As I reflected on this conversation, I realized that this is precisely the kind of thing Ci is writing about. The young women in my class are, in various ways, more free than their mothers or grandmothers. A wide variety of personal choices and opportunities lay before them. But that freedom is not fully articulated and theorized. How free can and should women be when it comes to their sexuality in China today? Clearly, there are still attitudes and practices here that run counter to the expectations and identities of the younger generation. To what extent and in what manner should the prospect of freedom be subordinated to existing or reinvented social norms?
Ci's analysis is especially helpful here because his notion of freedom is not a crude anything-goes egoism. He invokes Foucault's notion of a "mode of subjection" to recognize that individuals are always already embedded in social contexts, with their attendant norms and practices, and that we are constantly engaged in a process of shaping our individual preferences and habits and interests in light of social and political and economic forces. We are not wholly free, we are subjected (subjugated?) by various aspects of modernity. My own sense is our subjection to economic pressures, the market, might be most powerful. We often limit ourselves in the face of material incentives and disincentives.
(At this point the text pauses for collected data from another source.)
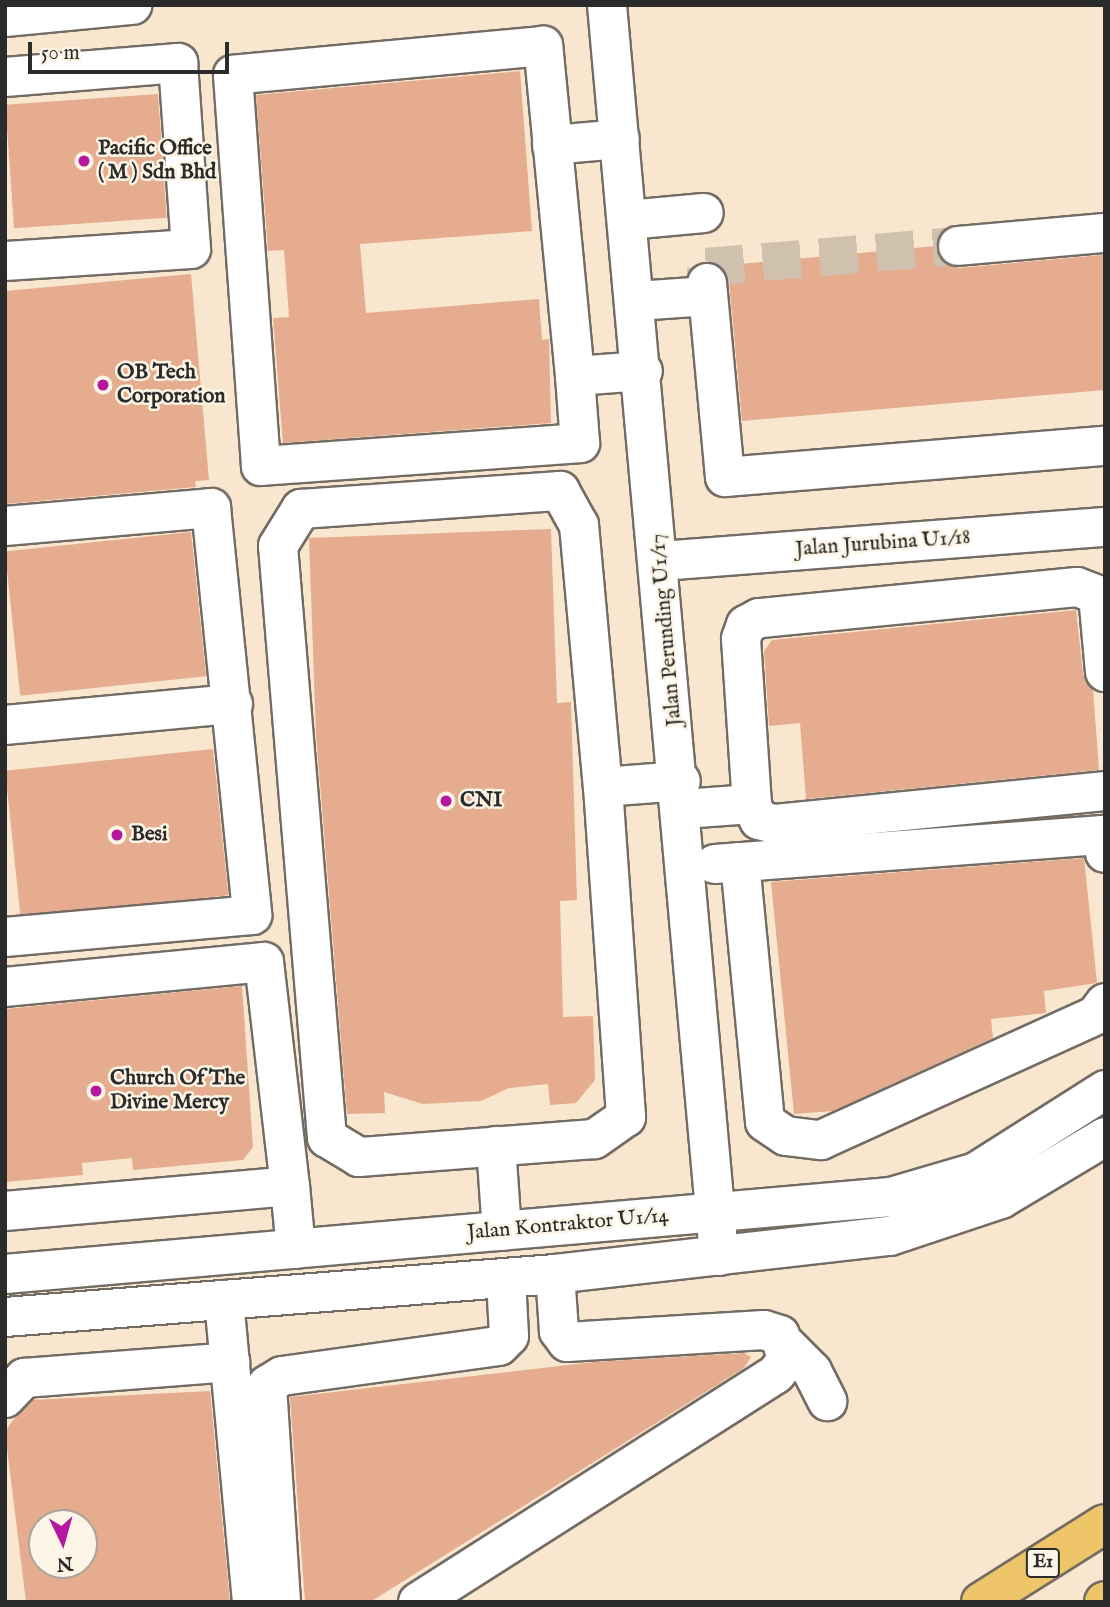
<!DOCTYPE html>
<html>
<head>
<meta charset="utf-8">
<style>
  body { margin:0 }
  #map { position:relative; width:1110px; height:1607px; overflow:hidden; background:#f8e6cf; font-family:"IM FELL English",serif }
  div>[style] { position:absolute }
  .building>* { inset:0; background:#e5ac8f; transform-origin:0 0 }
  .minor-tunnel>* { height:38px; margin-top:-19px; transform-origin:0; background:repeating-linear-gradient(90deg,#cfc1ae 0 38px,transparent 0 57px) }
  .roads { filter:drop-shadow(2px 0 #736c64) drop-shadow(-2px 0 #736c64) drop-shadow(0 2px #736c64) drop-shadow(0 -2px #736c64) }
  .minor>* { height:38px; margin:-19px; padding:0 19px; transform-origin:19px; border-radius:19px; background:#fff }
  .highway>* { height:38px; margin:-19px; padding:0 19px; transform-origin:19px; border-radius:19px; background:#eec569 }
  .dots>* { width:19px; height:19px; translate:-50% -50%; box-sizing:border-box; border:4px solid #fcf5e5; border-radius:50% }
  span { translate:-50% -50%; white-space:nowrap; text-align:center; line-height:1.15; -webkit-text-stroke:5px #fcf5e5; paint-order:stroke }
  .shield-label span { padding:2px 5px; background:#fcf5e5; border:2px solid; border-radius:5px; -webkit-text-stroke-width:0 }
  .shield-label { font-size:19px; color:#2b2b2b; font-weight:700 }
  .poi-label { font-size:21px; color:#2b2b2b; font-weight:700 }
  .left { translate:0 -50%; text-align:left }
  .street-label { font-size:21px; color:#2b2b2b }
  .frame { position:absolute; inset:0; border:7px solid #2b2b2b; pointer-events:none }
  .north { position:absolute; left:28px; top:1509px; width:70px; height:70px; box-sizing:border-box; background:#fcf5e5; border:2px solid #a8a49b; border-radius:50%; rotate:175deg; font-size:19px; font-weight:700; line-height:28px; text-align:center; color:#2b2b2b }
  .north::after { content:''; display:block; margin:auto; width:24px; height:32px; background:#b5179e; clip-path:polygon(50% 0,100% 100%,50% 72%,0 100%) }
  .scale { position:absolute; left:28px; top:42px; width:201px; height:32px; box-sizing:border-box; border:4px solid #2b2b2b; border-top:0; padding-left:9px; font-size:21px; line-height:24px; white-space:nowrap; color:#2b2b2b; -webkit-text-stroke:5px #fcf5e5; paint-order:stroke }
</style>
</head>
<body>
<div id="map">
  <div class="building">
    <div style="clip-path:polygon(520px 71px,532px 231px,360px 244px,366px 313px,539px 299px,542px 340px,549px 339px,551px 423px,283px 443px,273px 318px,289px 317px,284px 250px,268px 251px,256px 95px)"></div>
    <div style="left:158px;top:94px;width:124px;height:153px;rotate:86deg"></div>
    <div style="clip-path:polygon(936px 246px,941px 259px,959px 268px,1103px 255px,1105px 390px,742px 421px,729px 281px,719px 266px)"></div>
    <div style="clip-path:polygon(191px 274px,209px 480px,195px 481px,196px 487px,5px 504px,5px 291px)"></div>
    <div style="clip-path:polygon(551px 529px,557px 703px,571px 702px,577px 900px,560px 901px,563px 1017px,593px 1016px,595px 1080px,576px 1103px,550px 1105px,548px 1084px,509px 1088px,481px 1101px,423px 1104px,384px 1092px,385px 1113px,347px 1114px,316px 735px,309px 538px)"></div>
    <div style="left:191px;top:532px;width:145px;height:187px;rotate:84deg"></div>
    <div style="clip-path:polygon(1076px 610px,1083px 674px,1093px 690px,1099px 770px,806px 799px,800px 723px,769px 726px,764px 651px,772px 640px)"></div>
    <div style="left:213px;top:749px;width:147px;height:209px;rotate:84deg"></div>
    <div style="clip-path:polygon(1084px 858px,1097px 983px,1044px 991px,1046px 1013px,991px 1019px,993px 1038px,833px 1111px,794px 1114px,771px 882px)"></div>
    <div style="clip-path:polygon(242px 986px,253px 1147px,243px 1160px,133px 1170px,132px 1158px,82px 1163px,83px 1175px,5px 1182px,5px 1009px)"></div>
    <div style="clip-path:polygon(744px 1353px,751px 1357px,744px 1368px,370px 1602px,305px 1602px,290px 1397px,594px 1362px)"></div>
    <div style="clip-path:polygon(evenodd,210px 1391px,230px 1602px,26px 1602px,5px 1432px,15px 1417px,33px 1400px,210px 1391px,42px 1523px,84px 1523px,84px 1565px,42px 1565px,42px 1523px)"></div>
  </div>
  <div class="minor-tunnel">
    <div style="left:707px;top:283px;width:16px;rotate:-94deg"></div>
    <div style="left:706px;top:267px;width:253px;rotate:-4.8deg"></div>
  </div>
  <div class="roads">
    <div class="minor">
      <div style="left:607px;top:5px;width:1256px;rotate:84.88deg"></div>
      <div style="left:5px;top:17px;width:128px;rotate:-5.4deg"></div>
      <div style="left:5px;top:77px;width:174px;rotate:-4.6deg"></div>
      <div style="left:178px;top:63px;width:186px;rotate:86deg"></div>
      <div style="left:191px;top:249px;width:186px;rotate:176.3deg"></div>
      <div style="left:552px;top:145px;width:68px;rotate:-5deg"></div>
      <div style="left:628px;top:220px;width:76px;rotate:-5.3deg"></div>
      <div style="left:958px;top:246px;width:148px;rotate:-5.1deg"></div>
      <div style="left:707px;top:283px;width:195px;rotate:84.7deg"></div>
      <div style="left:725px;top:477px;width:381px;rotate:-4.7deg"></div>
      <div style="left:636px;top:301px;width:72px;rotate:-4deg"></div>
      <div style="left:575px;top:376px;width:332px;rotate:-95.5deg"></div>
      <div style="left:543px;top:46px;width:311px;rotate:174.7deg"></div>
      <div style="left:233px;top:75px;width:392px;rotate:85.9deg"></div>
      <div style="left:261px;top:466px;width:320px;rotate:-4.1deg"></div>
      <div style="left:580px;top:443px;width:67px;rotate:-94.3deg"></div>
      <div style="left:575px;top:376px;width:68px;rotate:-4.2deg"></div>
      <div style="left:5px;top:526px;width:207px;rotate:-5deg"></div>
      <div style="left:211px;top:508px;width:409px;rotate:84.2deg"></div>
      <div style="left:252px;top:915px;width:248px;rotate:174.9deg"></div>
      <div style="left:661px;top:561px;width:445px;rotate:-4.4deg"></div>
      <div style="left:1105px;top:672px;width:77px;rotate:-95.2deg"></div>
      <div style="left:1098px;top:595px;width:22px;rotate:-159deg"></div>
      <div style="left:1077px;top:587px;width:320px;rotate:174.4deg"></div>
      <div style="left:759px;top:618px;width:15px;rotate:152deg"></div>
      <div style="left:746px;top:625px;width:15px;rotate:110deg"></div>
      <div style="left:741px;top:639px;width:167px;rotate:86.2deg"></div>
      <div style="left:752px;top:806px;width:16px;rotate:63deg"></div>
      <div style="left:759px;top:820px;width:16px;rotate:15deg"></div>
      <div style="left:774px;top:824px;width:333px;rotate:-5.7deg"></div>
      <div style="left:5px;top:725px;width:229px;rotate:-5.3deg"></div>
      <div style="left:603px;top:787px;width:331px;rotate:86deg"></div>
      <div style="left:626px;top:1117px;width:39px;rotate:145deg"></div>
      <div style="left:594px;top:1139px;width:236px;rotate:175.6deg"></div>
      <div style="left:359px;top:1157px;width:37px;rotate:-149deg"></div>
      <div style="left:327px;top:1138px;width:594px;rotate:-94.73deg"></div>
      <div style="left:278px;top:546px;width:44px;rotate:-58.1deg"></div>
      <div style="left:301px;top:509px;width:260px;rotate:-4deg"></div>
      <div style="left:560px;top:491px;width:39px;rotate:61deg"></div>
      <div style="left:579px;top:525px;width:263px;rotate:84.8deg"></div>
      <div style="left:603px;top:787px;width:78px;rotate:-4.4deg"></div>
      <div style="left:683px;top:809px;width:69px;rotate:-4.1deg"></div>
      <div style="left:740px;top:862px;width:261px;rotate:84.5deg"></div>
      <div style="left:765px;top:1122px;width:25px;rotate:34deg"></div>
      <div style="left:786px;top:1136px;width:35px;rotate:7deg"></div>
      <div style="left:821px;top:1140px;width:302px;rotate:-24.4deg"></div>
      <div style="left:1096px;top:1015px;width:15px;rotate:-53deg"></div>
      <div style="left:715px;top:864px;width:389px;rotate:-4.3deg"></div>
      <div style="left:1103px;top:835px;width:18px;rotate:84deg"></div>
      <div style="left:5px;top:987px;width:260px;rotate:-5.5deg"></div>
      <div style="left:264px;top:962px;width:226px;rotate:83.4deg"></div>
      <div style="left:496px;top:1146px;width:85px;rotate:86deg"></div>
      <div style="left:5px;top:1211px;width:286px;rotate:-5deg"></div>
      <div style="left:290px;top:1186px;width:63px;rotate:84.6deg"></div>
      <div style="left:5px;top:1274px;width:889px;rotate:-4.97deg"></div>
      <div style="left:891px;top:1197px;width:89px;rotate:-16.4deg"></div>
      <div style="left:976px;top:1172px;width:153px;rotate:-32.4deg"></div>
      <div style="left:224px;top:1300px;width:303px;rotate:84.7deg"></div>
      <div style="left:5px;top:1317px;width:552px;rotate:-4.47deg"></div>
      <div style="left:555px;top:1274px;width:337px;rotate:-6.5deg"></div>
      <div style="left:890px;top:1236px;width:117px;rotate:-18.4deg"></div>
      <div style="left:1001px;top:1199px;width:121px;rotate:-30.8deg"></div>
      <div style="left:786px;top:1345px;width:37px;rotate:45deg"></div>
      <div style="left:812px;top:1371px;width:34px;rotate:63deg"></div>
      <div style="left:5px;top:1398px;width:28px;rotate:-46deg"></div>
      <div style="left:24px;top:1378px;width:207px;rotate:-4.4deg"></div>
      <div style="left:281px;top:1602px;width:217px;rotate:-93.7deg"></div>
      <div style="left:267px;top:1385px;width:17px;rotate:-31deg"></div>
      <div style="left:282px;top:1376px;width:219px;rotate:-7.9deg"></div>
      <div style="left:499px;top:1346px;width:14px;rotate:-45deg"></div>
      <div style="left:509px;top:1336px;width:58px;rotate:-93deg"></div>
      <div style="left:418px;top:1602px;width:424px;rotate:-32.5deg"></div>
      <div style="left:776px;top:1374px;width:18px;rotate:-52deg"></div>
      <div style="left:787px;top:1360px;width:26px;rotate:-106deg"></div>
      <div style="left:780px;top:1335px;width:17px;rotate:-163deg"></div>
      <div style="left:764px;top:1330px;width:197px;rotate:176.5deg"></div>
      <div style="left:567px;top:1342px;width:14px;rotate:-126deg"></div>
      <div style="left:559px;top:1331px;width:57px;rotate:-94deg"></div>
    </div>
    <div class="highway">
      <div style="left:981px;top:1602px;width:146px;rotate:-32.2deg"></div>
      <div style="left:1104px;top:1602px;width:1px;rotate:-45deg"></div>
    </div>
  </div>
  <div class="dots">
    <div style="left:84px;top:161px;background:#b5179e"></div>
    <div style="left:103px;top:385px;background:#b5179e"></div>
    <div style="left:446px;top:801px;background:#b5179e"></div>
    <div style="left:117px;top:835px;background:#b5179e"></div>
    <div style="left:96px;top:1091px;background:#b5179e"></div>
  </div>
  <div class="shield-label">
    <span style="left:1043px;top:1563px">E1</span>
  </div>
  <div class="poi-label">
    <span class="left" style="left:98px;top:161px">Pacific Office<br>( M ) Sdn Bhd</span>
    <span class="left" style="left:117px;top:385px">OB Tech<br>Corporation</span>
    <span class="left" style="left:460px;top:801px">CNI</span>
    <span class="left" style="left:131px;top:835px">Besi</span>
    <span class="left" style="left:110px;top:1091px">Church Of The<br>Divine Mercy</span>
  </div>
  <div class="street-label">
    <span style="left:883px;top:544px;rotate:-4deg">Jalan Jurubina U1/18</span>
    <span style="left:667px;top:630px;rotate:-95deg">Jalan Perunding U1/17</span>
    <span style="left:568px;top:1225px;rotate:-5deg">Jalan Kontraktor U1/14</span>
  </div>
  <div class="frame"></div>
  <div class="north">N</div>
  <div class="scale">50 m</div>
</div>
</body>
</html>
But, as my female students made clear, subjection to gender norms is also powerfully at play (there seems to be a cycle: young people press for more freedom which in turn produces a conservative reaction for a return to "tradition").
Ultimately, the women in my class were thinking about how certain social forces work to define gender roles ("degenerate women") in such a manner as to limit their sexual, and ultimately social, freedom. They were pressing back against this narrower mode of subjection, and actively engaging in the process of subjection. They were resisting certain conservative limitations and defining for themselves their freedom within a newly created, and perhaps somewhat expanded, mode of subjection. They are not wholly free, but they want to be freer and they want to have more of a say in what that freedom means.
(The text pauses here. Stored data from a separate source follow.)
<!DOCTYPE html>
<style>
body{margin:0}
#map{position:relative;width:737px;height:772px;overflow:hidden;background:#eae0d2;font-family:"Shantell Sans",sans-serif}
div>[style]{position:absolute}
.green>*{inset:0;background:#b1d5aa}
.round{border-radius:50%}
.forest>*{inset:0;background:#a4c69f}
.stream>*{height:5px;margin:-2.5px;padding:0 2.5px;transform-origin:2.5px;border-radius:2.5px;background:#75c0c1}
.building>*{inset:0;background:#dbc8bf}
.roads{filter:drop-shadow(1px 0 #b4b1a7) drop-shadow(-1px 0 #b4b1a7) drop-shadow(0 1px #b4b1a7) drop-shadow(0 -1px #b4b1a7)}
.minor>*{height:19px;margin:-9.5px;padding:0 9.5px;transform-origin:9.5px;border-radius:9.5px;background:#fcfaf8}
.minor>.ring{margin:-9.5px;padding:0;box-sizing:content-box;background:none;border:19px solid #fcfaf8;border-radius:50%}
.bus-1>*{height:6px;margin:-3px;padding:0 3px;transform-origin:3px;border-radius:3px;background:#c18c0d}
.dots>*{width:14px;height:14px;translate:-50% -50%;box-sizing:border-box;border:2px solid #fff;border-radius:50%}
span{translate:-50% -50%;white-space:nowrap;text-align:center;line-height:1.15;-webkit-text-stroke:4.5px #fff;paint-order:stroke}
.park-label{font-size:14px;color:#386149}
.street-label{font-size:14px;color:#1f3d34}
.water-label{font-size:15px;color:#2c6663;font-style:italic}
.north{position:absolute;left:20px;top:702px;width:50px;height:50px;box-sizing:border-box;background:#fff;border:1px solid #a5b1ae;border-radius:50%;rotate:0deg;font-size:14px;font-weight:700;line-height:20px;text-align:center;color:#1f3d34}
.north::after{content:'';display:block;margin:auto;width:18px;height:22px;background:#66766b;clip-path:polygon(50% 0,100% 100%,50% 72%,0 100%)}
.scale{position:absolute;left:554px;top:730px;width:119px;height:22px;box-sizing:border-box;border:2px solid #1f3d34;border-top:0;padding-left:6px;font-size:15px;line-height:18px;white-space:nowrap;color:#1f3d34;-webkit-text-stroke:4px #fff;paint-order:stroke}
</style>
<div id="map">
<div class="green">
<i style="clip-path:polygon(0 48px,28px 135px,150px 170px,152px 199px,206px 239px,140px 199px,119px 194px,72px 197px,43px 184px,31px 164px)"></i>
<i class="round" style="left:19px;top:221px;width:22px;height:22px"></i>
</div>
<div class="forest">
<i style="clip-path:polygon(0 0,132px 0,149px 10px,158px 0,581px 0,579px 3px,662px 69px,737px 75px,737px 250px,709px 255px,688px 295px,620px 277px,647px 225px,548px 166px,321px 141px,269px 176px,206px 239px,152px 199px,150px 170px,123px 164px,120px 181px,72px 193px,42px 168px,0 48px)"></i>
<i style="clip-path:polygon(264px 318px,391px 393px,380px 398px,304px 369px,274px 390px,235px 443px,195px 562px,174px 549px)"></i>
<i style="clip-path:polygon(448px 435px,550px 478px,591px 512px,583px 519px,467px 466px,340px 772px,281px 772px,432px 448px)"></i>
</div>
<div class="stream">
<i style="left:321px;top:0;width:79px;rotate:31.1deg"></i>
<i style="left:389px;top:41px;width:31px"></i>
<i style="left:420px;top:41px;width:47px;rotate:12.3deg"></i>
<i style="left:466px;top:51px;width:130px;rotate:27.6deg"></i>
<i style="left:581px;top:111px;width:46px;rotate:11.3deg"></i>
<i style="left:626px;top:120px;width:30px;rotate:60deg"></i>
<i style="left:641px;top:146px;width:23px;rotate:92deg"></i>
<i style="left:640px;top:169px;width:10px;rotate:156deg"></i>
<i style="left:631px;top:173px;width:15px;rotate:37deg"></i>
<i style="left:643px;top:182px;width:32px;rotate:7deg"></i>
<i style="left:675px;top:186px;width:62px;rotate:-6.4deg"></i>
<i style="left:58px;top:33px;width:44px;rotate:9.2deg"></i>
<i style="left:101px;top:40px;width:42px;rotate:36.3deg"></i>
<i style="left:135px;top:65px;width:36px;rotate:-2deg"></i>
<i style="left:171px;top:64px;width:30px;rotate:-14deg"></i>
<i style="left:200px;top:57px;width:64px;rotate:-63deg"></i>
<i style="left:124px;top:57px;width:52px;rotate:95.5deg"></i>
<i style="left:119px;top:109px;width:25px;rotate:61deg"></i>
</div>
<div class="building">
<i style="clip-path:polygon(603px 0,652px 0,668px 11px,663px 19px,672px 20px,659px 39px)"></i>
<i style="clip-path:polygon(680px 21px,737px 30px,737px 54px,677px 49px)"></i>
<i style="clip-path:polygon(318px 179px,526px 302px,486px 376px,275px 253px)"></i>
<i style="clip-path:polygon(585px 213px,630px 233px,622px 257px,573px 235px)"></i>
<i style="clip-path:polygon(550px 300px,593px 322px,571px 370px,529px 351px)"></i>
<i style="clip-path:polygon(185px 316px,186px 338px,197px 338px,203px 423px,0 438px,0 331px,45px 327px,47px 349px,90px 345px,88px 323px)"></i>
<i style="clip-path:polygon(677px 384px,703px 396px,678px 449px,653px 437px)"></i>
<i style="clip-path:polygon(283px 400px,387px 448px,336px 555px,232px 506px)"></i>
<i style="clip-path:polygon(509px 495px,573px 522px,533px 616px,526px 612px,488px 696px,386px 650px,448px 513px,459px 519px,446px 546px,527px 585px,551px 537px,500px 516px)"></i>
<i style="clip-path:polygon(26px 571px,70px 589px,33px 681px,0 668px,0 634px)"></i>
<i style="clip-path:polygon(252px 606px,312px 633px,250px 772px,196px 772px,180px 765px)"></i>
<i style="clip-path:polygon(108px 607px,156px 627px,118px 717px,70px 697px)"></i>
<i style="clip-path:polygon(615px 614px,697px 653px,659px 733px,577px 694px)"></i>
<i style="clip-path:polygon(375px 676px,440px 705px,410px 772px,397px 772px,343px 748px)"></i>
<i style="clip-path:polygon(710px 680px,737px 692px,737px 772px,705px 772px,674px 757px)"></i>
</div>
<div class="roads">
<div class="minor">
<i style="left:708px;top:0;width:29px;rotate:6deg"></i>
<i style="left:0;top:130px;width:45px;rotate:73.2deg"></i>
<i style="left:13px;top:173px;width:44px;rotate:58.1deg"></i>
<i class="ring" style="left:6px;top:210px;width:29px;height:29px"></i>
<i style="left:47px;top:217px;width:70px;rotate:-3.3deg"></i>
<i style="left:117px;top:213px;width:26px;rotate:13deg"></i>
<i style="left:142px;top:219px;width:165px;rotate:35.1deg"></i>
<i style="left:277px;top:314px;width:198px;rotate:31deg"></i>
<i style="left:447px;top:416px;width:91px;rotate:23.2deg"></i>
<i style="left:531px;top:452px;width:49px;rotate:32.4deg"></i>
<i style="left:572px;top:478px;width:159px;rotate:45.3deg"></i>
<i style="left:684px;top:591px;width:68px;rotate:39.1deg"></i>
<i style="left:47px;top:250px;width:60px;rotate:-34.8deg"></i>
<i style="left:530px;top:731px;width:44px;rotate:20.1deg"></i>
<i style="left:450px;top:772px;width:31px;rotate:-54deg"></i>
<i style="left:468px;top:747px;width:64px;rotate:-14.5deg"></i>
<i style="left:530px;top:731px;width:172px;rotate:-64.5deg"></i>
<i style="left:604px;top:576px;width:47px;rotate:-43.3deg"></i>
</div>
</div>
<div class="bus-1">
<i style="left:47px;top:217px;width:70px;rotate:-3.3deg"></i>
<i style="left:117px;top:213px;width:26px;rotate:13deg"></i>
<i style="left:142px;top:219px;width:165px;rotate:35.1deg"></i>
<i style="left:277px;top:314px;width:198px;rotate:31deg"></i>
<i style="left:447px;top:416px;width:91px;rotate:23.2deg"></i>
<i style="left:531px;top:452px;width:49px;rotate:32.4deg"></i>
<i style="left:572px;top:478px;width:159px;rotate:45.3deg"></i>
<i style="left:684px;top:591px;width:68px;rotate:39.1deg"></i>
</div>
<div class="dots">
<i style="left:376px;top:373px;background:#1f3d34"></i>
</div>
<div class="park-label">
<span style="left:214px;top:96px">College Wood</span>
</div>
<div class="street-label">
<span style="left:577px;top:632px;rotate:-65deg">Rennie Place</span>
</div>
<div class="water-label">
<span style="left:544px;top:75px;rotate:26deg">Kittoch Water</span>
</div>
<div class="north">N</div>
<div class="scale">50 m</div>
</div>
A parting thought. All of this happened in a class that was considering possible modern meanings of Confucianism. I encourage more liberal interpretations of The Analects and Mencius, readings that recognize the historical patriarchal qualities of the texts but insist on a contemporary gender-neutral understanding. In the multiform Confucian revival in China now there are people who are bringing Confucian ideas into their personal lives in a manner that helps to expand and make sensible the social-cultural freedom they enjoy. But there are also those who use "Confucianism" in a more limiting manner, imposing a top-down neo-traditionalist mode of subjection that works against freedom. My sense is that these projects will ultimately fail here. The young women in my class will not accept a "Confucianism" that pushes them down into someone else's definition of who they should be; they want to define themselves. If Confucianism is to have a significant modern presence in China, it has to work with freedom not against it.